We have some important new updates for the auto-detect webpage data feature to improve the recognition success rate and accuracy of webpage elements across nearly 200 popular domains:
Enhanced the accuracy and completeness of identifying valid elements.
Added the ability to recognize content that is required for scrolling within a designated area of a web page.
Improved recognition success rate for scenarios involving pagination buttons, infinite scrolling, etc.
Implemented multilingual naming for certain commonly used fields.
What is Auto-detect?
The auto-detect feature is one of the newest innovations of Octoparse version 8. With the feature, users can easily start their work by simply clicking a single button. The feature has been successfully proven to handle webpages of different designs with listings, tables, infinite scrolls, load more buttons, etc. Now it's time to introduce this most useful and powerful feature to our valuable users.
How to use it?
1. Start a task with your target website URL
To start a task, enter the URL into the search box and click Start. In this tutorial, we will use this website as an: https://www.ebay.com/b/Laptops-Netbooks/175672/bn_1648276
2. Start the auto-detection
Once the website is fully loaded in the built-in browser, click on Auto-detect web page data from the tips panel to start the auto-detection.
3. Modify the settings
Remove unwanted data
Click on the trash icon in the Data preview to remove any unwanted data fields.

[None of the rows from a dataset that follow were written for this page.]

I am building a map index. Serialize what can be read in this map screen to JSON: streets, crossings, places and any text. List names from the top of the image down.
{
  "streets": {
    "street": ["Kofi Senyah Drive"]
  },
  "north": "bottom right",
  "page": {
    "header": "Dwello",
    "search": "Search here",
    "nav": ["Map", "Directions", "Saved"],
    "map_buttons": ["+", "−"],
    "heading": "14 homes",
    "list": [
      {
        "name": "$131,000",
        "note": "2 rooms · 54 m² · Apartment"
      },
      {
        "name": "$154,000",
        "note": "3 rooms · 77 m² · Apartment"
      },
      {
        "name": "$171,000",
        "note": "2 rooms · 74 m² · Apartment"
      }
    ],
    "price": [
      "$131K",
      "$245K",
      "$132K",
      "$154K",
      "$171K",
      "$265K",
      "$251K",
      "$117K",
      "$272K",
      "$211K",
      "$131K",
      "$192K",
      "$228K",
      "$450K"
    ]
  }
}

Confirm settings on the Tips"
There will be options like "extract list", "paginate", and "page scroll" listed on the "Tips" panel.
Extract the data in the list - This option is selected by default to help scrape the list of data on the page.
Paginate to scrape more pages - It locates a "Next page" button to help to get data from multiple pages.
Add a page scroll - This option is to scroll down the page after loading.
You can check/modify/unselect the settings.
a) Check the settings
Click Check under Paginate to scrape more pages and you will see the button for pagination being highlighted.
b) Modify the settings
Click the "Edit" button under the option to modify the settings.
c) Uncheck the settings
Once you don't need the option, just uncheck the box in front of it
Click Create workflow
After confirming the options, you can choose Create workflow to generate the actions.
Rename the fields
You can double-click on the field header to rename it.
4. More scraping actions
The auto-detection can help to configure the basic workflow with pagination and extract data. If you'd like to click on each link to get more information or click on the "Load More" button, you can select the options on the Tips panel to configure the actions easily.
Next page button - In case Octoparse does not recognize a pagination button, you can click on this option and select the button.
Load more button- If there is a load more button existing on the webpage, then you can choose this option, select the load more button on the page to let the scraper automatically click the button to load more data for scraping.
Infinite scroll - To set up scroll ways and repeat times.
Select subpage URL- If you want to click on the links detected and extract more information from the detail pages, choose this option and select a link you want to click on.
5. Add missing data manually
Sometimes there will be some data fields missed by the auto-detecter. You will need to add the data fields manually. Just select the information on the web page and choose Text.
6. Save settings and start extraction
Click the Save button first to save all the settings you have made, then click Run to run your task either locally or cloudly.